• [Given entries]:
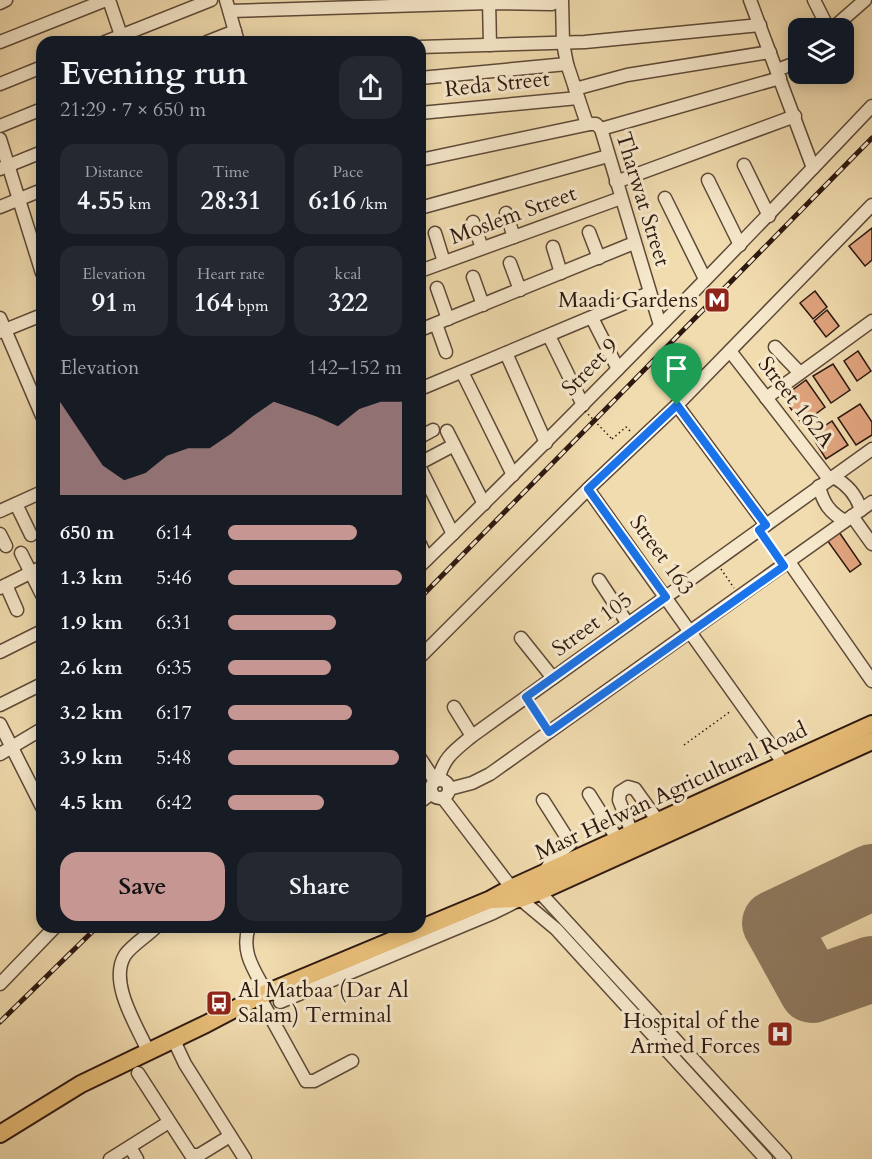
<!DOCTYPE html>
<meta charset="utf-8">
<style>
body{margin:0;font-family:Cardo,serif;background:#242831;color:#f1f3f6;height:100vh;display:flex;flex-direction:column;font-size:22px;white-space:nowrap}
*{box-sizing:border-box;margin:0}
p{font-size:20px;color:#9ea1a6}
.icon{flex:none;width:33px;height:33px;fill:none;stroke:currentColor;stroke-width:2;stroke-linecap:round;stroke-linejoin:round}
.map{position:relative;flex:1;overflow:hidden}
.sheet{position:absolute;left:36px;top:36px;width:390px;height:897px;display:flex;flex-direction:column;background:#171b24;border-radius:18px;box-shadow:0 3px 15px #0003}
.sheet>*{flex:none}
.buttons{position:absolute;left:788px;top:18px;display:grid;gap:12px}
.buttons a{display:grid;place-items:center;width:66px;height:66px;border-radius:12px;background:#171b24;box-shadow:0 3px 15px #0003;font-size:30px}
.pin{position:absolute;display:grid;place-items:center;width:51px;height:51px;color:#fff;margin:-62px -26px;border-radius:50% 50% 50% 0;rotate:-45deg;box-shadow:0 0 6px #0007}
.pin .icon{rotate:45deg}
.round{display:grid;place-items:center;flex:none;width:63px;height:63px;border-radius:18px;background:#242831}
.overview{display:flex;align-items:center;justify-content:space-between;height:102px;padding:0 24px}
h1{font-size:33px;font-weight:700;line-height:45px}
.metrics{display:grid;grid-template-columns:repeat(3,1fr);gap:9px;height:102px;padding:6px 24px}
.metrics div{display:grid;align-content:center;border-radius:15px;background:#242831;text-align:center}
.metrics b{font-size:26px;font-weight:700}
.metrics small{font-size:16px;font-weight:400}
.metrics p{font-size:16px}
.chart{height:168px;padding:12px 24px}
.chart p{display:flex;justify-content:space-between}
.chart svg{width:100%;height:108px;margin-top:6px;fill:#c59692;opacity:.7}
.cta{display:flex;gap:12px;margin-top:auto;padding:12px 24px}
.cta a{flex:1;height:69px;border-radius:18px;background:#c59692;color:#111;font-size:24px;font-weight:700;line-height:69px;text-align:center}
.cta a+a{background:#242831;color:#f1f3f6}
ul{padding:0 24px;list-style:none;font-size:20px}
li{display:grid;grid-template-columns:96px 72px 1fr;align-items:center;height:45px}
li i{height:15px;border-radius:8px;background:#c59692}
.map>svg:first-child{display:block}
</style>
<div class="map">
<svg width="872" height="1159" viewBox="0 0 872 1159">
<rect width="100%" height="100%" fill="#f1dcaf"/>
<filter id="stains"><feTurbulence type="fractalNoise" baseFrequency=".00333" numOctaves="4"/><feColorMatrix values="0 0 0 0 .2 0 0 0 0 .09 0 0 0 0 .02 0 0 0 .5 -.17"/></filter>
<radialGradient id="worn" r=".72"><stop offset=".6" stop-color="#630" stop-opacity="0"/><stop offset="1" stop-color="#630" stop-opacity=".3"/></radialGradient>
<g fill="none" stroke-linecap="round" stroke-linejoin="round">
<polyline stroke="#8f7a60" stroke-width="66" points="872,877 775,923 812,990 872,969"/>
</g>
<g fill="#e2a680" stroke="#2d1810" stroke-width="1.5">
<polygon points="872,228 872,260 865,266 849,246"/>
<polygon points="815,291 827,307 813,319 800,303"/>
<polygon points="827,310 839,326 826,337 814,321"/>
<polygon points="858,351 871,371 857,381 844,361"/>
<polygon points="833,364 850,390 831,403 813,376"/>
<polygon points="806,380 825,407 802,424 786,402 787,394"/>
<polygon points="860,404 872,422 872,435 856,445 838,418"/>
<polygon points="832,421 848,445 826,459 811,435"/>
<polygon points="839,532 861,564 850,572 827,540"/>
</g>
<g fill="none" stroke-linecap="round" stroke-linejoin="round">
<defs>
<g id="minor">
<polyline points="109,0 123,41"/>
<polyline points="226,0 238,42"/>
<polyline points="489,0 490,45"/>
<polyline points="562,0 563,43 567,64 586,121 590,124 596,124 601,129 660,325"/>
<polyline points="750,0 813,168"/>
<polyline points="814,0 828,28"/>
<polyline points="0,3 6,0"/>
<polyline points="230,11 489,3 552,4 560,0"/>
<polyline points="833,28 865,0"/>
<polyline points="0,42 106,0"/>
<polyline points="105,42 211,0"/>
<polyline points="207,42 235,31"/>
<polyline points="420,47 585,42 760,25"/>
<polyline points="777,70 798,62"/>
<polyline points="420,78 567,64"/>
<polyline points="0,84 42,67"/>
<polyline points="575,89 627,75 770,52"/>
<polyline points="420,113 578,98"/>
<polyline points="0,126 42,109"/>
<polyline points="601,129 780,78"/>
<polyline points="0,139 42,273"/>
<polyline points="420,160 590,124"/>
<polyline points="744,165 769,216"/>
<polyline points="0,169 42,152"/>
<polyline points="708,180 740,245"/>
<polyline points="616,182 795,116"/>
<polyline points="665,198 705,279"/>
<polyline points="0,207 42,190"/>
<polyline points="420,208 608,156"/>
<polyline points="506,213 514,237"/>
<polyline points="473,222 482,248"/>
<polyline points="589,232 599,258"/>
<polyline points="435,233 444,262"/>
<polyline points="553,247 561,273"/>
<polyline points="510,263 520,290"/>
<polyline points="420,271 621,198"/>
<polyline points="473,277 483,305"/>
<polyline points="437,288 448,319"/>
<polyline points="0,318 42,416"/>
<polyline points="592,318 618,369"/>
<polyline points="436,324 446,352"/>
<polyline points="420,330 634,243"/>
<polyline points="0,332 42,315"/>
<polyline points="549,336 583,405"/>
<polyline points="775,347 800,373"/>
<polyline points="730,351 829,479"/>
<polyline points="506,353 546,443"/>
<polyline points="462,372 513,475"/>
<polyline points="420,389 649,293"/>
<polyline points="766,398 872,321"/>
<polyline points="677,405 766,525"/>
<polyline points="447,431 484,504"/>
<polyline points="420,437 433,430"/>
<polyline points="420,463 454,445"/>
<polyline points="420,468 453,534"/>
<path d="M833 477C847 484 856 494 861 510"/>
<path d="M819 486C823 503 830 513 845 521"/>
<polyline points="588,489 784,764"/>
<polyline points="16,504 31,535"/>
<polyline points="0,511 42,492"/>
<polyline points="852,516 872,544"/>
<polyline points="0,534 6,546"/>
<polyline points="420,544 427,559"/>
<polyline points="21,553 42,595"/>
<polyline points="789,562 872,681"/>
<path d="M420 566C574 416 724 262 872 106"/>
<polyline points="599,580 628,624"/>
<polyline points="6,585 17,610"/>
<polyline points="0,588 42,567"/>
<polyline points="521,638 553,678"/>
<polyline points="0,652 42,631"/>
<polyline points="420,657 588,489 677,405 872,205"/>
<polyline points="0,705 42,684"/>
<polyline points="454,707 472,736"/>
<polyline points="0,724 42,807"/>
<polyline points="0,754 42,729"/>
<polyline points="420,758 435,781"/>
<circle cx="440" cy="789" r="9"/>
<path d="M438 780C444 757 454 751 472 736L872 449"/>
<polyline points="449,789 472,783 490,774 872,502"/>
<polyline points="589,794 618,840"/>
<polyline points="443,798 520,899 556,929 766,1159"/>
<polyline points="543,800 569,841 570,844 553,858 544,873"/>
<polyline points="420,802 432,793"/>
<polyline points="632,833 619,800 620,792 628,787 635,789 658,821"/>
<polyline points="534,886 785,1159"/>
<path d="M249 927C240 952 255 971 266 992"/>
<polyline points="0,984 55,927"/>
<polyline points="259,996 306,1081 314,1081 352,1061"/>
<polyline points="280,1002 493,913 519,900"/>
<polyline points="176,1038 177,1047 185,1064 245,1159"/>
<path d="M148 1051C137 1026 108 982 125 955 132 945 147 936 156 927"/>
<polyline points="138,1073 191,1155 199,1155 230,1136"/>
<polyline points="130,1147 137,1159"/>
<polyline points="110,1159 169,1122"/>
</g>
<g id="major">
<polyline points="492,900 520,899 539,892 872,741"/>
<polyline points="0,1134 81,1084 206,1024 259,996 489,900 511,888 872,724"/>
</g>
</defs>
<use href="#minor" stroke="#5e4938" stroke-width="15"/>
<use href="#major" stroke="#2d1810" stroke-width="20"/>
<g stroke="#2d1810" stroke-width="1.5" stroke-dasharray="1.5 3" stroke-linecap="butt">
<polyline points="612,439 626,427 632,433"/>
<polyline points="765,538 778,557"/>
<polyline points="721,569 734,588"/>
<polyline points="533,708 543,724"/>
<polyline points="684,745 731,711"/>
</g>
<use href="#minor" stroke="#f6e8cb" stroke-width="12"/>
<use href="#major" stroke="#e8be78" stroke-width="16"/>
<defs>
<g id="rail">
<polyline points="420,598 872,138"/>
<polyline points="0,1022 97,927"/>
</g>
</defs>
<use href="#rail" stroke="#2d1810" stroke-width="5"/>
<use href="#rail" stroke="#f6e8cb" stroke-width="3" stroke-dasharray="9" stroke-linecap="butt"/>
<polyline stroke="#2d1810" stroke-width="1.5" stroke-dasharray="1.5 3" stroke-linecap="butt" points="585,411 612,439"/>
</g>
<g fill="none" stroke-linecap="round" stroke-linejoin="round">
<defs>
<polygon id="route" points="677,405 766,525 759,530 784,566 549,732 526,697 666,597 588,489"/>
</defs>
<use href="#route" stroke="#fff" stroke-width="12"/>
<use href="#route" stroke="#1a73e8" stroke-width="8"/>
</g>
<defs>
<symbol id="metro-square" viewBox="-11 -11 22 22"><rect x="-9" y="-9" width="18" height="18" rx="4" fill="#8f2418" stroke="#f6e8cb"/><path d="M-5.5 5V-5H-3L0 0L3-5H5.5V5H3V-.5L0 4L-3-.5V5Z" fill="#fff"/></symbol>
<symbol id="bus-square" viewBox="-11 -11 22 22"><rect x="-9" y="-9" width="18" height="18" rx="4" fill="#8f2418" stroke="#f6e8cb"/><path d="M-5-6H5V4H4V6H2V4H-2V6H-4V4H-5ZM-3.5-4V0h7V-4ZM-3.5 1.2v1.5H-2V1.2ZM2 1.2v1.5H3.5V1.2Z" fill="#fff"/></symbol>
<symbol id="hospital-square" viewBox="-11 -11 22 22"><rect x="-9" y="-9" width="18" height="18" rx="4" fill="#8f2418" stroke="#f6e8cb"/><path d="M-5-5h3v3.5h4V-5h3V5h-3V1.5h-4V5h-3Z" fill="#fff"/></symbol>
</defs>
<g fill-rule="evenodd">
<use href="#metro-square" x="702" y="285" width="30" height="30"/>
<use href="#bus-square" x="204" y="988" width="30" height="30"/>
<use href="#hospital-square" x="765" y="1019" width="30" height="30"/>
</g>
<g text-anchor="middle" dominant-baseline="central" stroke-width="6" stroke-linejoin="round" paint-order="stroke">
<g font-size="22" fill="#2d1810" stroke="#f6e8cb">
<text transform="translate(497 84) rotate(-6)">Reda Street</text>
<text transform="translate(643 199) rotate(73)">Tharwat Street</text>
<text transform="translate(513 215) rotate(-20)">Moslem Street</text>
<text transform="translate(590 367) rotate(-46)">Street 9</text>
<text transform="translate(796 402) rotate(52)">Street 162A</text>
<text transform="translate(662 555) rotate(54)">Street 163</text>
<text transform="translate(592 624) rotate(-36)">Street 105</text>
<text transform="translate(671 791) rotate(-25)">Masr Helwan Agricultural Road</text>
</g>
<g font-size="22" fill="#2d1810" stroke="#f6e8cb" text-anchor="end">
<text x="698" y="300">Maadi Gardens</text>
<text x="238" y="990" text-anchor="start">Al Matbaa (Dar Al<tspan x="238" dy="25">Salam) Terminal</tspan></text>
<text x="760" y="1021">Hospital of the<tspan x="760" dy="25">Armed Forces</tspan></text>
</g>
</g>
<rect width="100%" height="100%" filter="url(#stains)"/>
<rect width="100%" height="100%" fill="url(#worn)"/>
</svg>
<div class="buttons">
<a><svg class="icon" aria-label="layers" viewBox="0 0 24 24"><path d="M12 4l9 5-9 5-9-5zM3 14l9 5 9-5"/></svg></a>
</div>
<div class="pin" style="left:677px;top:405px;background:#1e9e55"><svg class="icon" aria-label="arrive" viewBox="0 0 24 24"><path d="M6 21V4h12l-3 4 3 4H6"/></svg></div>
<section class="sheet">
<div class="overview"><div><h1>Evening run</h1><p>21:29 · 7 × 650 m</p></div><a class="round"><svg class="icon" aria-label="share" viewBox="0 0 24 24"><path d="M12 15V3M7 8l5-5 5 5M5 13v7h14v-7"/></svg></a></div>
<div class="metrics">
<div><p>Distance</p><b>4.55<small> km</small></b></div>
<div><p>Time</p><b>28:31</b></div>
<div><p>Pace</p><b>6:16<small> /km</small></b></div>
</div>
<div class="metrics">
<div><p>Elevation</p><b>91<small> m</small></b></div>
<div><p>Heart rate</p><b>164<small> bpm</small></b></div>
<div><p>kcal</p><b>322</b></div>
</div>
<div class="chart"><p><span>Elevation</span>142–152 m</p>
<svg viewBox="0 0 160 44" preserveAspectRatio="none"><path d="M0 44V6L10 19L20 32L30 38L40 35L50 28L60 25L70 25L80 19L90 12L100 6L110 9L120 12L130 16L140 9L150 6L160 6V44z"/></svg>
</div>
<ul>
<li><b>650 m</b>6:14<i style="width:74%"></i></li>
<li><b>1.3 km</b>5:46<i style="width:100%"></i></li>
<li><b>1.9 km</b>6:31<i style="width:62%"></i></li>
<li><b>2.6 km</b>6:35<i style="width:59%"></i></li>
<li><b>3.2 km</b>6:17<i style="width:71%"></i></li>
<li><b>3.9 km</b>5:48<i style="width:98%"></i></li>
<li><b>4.5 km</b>6:42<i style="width:55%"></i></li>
</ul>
<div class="cta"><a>Save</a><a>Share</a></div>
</section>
</div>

• [Required work]:
Copy out all lines above that include the string "shadow".

• [Exercise output]:
.sheet{position:absolute;left:36px;top:36px;width:390px;height:897px;display:flex;flex-direction:column;background:#171b24;border-radius:18px;box-shadow:0 3px 15px #0003}
.buttons a{display:grid;place-items:center;width:66px;height:66px;border-radius:12px;background:#171b24;box-shadow:0 3px 15px #0003;font-size:30px}
.pin{position:absolute;display:grid;place-items:center;width:51px;height:51px;color:#fff;margin:-62px -26px;border-radius:50% 50% 50% 0;rotate:-45deg;box-shadow:0 0 6px #0007}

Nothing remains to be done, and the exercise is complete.